Most everything intelligent has already been said. So I guess it is OK for me to stir the pot!

Initially, there is a need to establish a baseline. What is the condition of the bone marrow, is it healthy, what stage is the disease at. (BMB/BMA) Need some initial levels to measure progress against. ( CBC, PCR) Need to establish what breakpoints are present. (Genetics, FISH)

As we start drug therapy, need to monitor what is going on with the blood. Watch for anemia, watch for effectiveness. (Frequent CBC).

After a short time, let's recheck the metrics using the expensive test. (FISH, PCR)

Assuming everything goes normal, we can back down on the frequency. The FISH no longer detects deviant behaviour, so the main tools are the CBC and a PCR.

For most of us, the process is predictable.
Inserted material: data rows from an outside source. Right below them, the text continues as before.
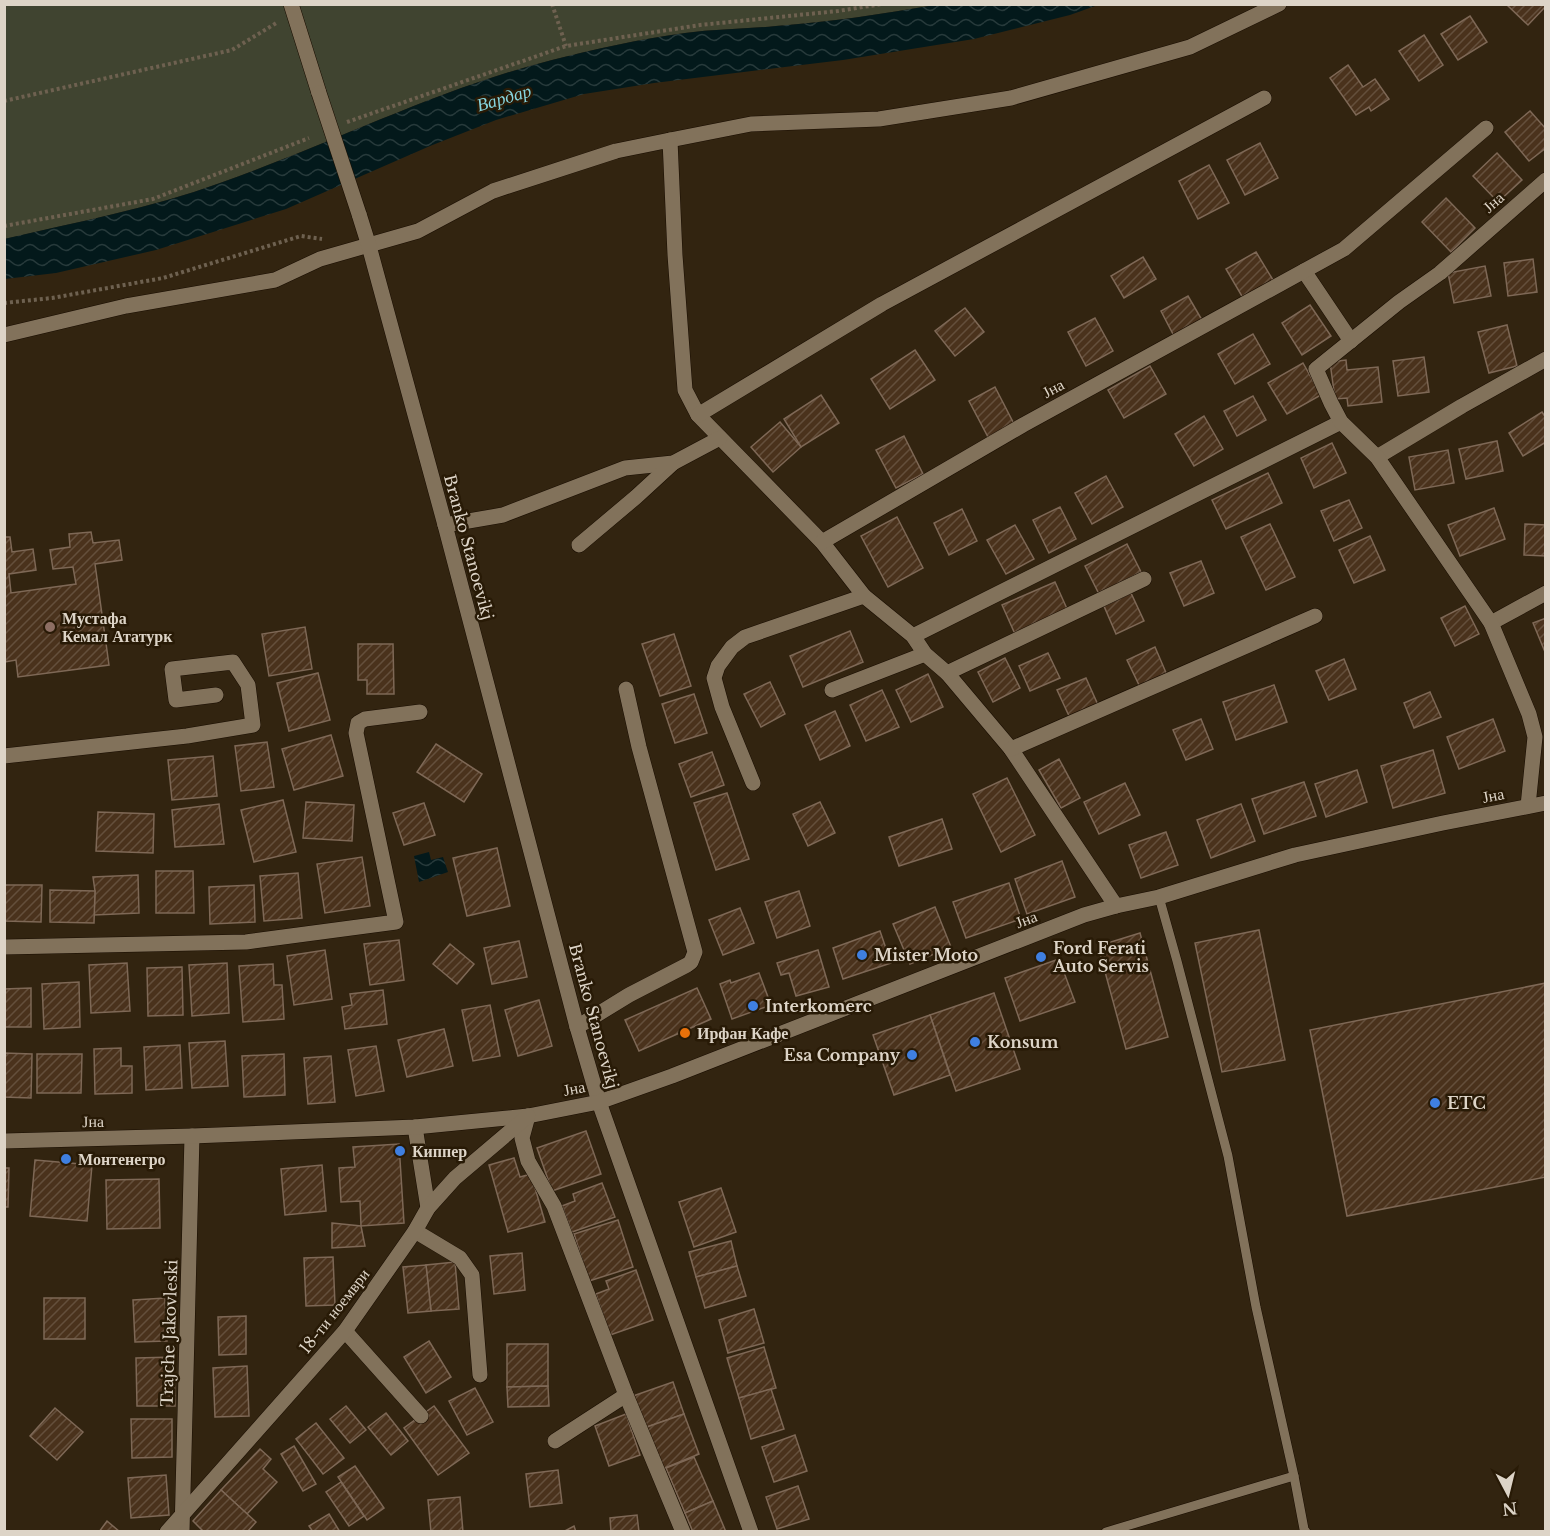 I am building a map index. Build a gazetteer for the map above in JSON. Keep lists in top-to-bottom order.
{
  "streets": {
    "street": [
      "Јна",
      "Branko Stanoevikj",
      "18-ти ноември",
      "Trajche Jakovleski"
    ]
  },
  "crossings": [
    ["Јна", "Branko Stanoevikj"],
    ["Јна", "18-ти ноември"],
    ["Јна", "Trajche Jakovleski"],
    ["18-ти ноември", "Trajche Jakovleski"]
  ],
  "water": ["Вардар"],
  "places": [
    "Мустафа Кемал Ататурк",
    "Mister Moto",
    "Ford Ferati Auto Servis",
    "Interkomerc",
    "Ирфан Кафе",
    "Konsum",
    "Esa Company",
    "ETC",
    "Киппер",
    "Монтенегро"
  ],
  "north": "bottom"
}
Especially when looking in from the outside. I suspect that we sometimes see complacency in the oncs, especially if you are the person who just found out they have cancer, and are concerned that you are not going to see your next birthday. I went through needle withdrawal when the decreased the frequency of the CBCs, and when they decreased the frequency of the PCR tests. For some reason, I had no problem with convinving my onc that there was no need for additional BMB/BMA (I don't play cribbage, and my kids don't play cribbage, so what's the point?)

After everything settles down, some of us have become familiar with the lab results, understand the trends, and see the numbers get into the deep response area. At that point, we are moving into the ongoing monitoring mode. Not expecting to see anything, but not going to chance it either. Trust but verify. Another opportunity for needle withdrawal. I am now on a maintenance schedule where I have CBC and PCR drawn every 3 months, and see the onc at 6 month intervals. I can read my own results.
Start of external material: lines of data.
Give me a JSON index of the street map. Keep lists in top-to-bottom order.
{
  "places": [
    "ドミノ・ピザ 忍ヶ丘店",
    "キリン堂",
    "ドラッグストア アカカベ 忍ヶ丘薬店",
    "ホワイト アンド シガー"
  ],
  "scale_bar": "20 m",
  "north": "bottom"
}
Initially, there is a need for a lot of involvement, a lot of testing, and a lot of education. It takes awhile for the anxiety to settle down, and for the test results to get to the point where you finally realize that the disease is not the focus of your life, and it is time to move on.

That being said, if I had an onc that didn't see any value in PCR testing, I would dump them and find someone else.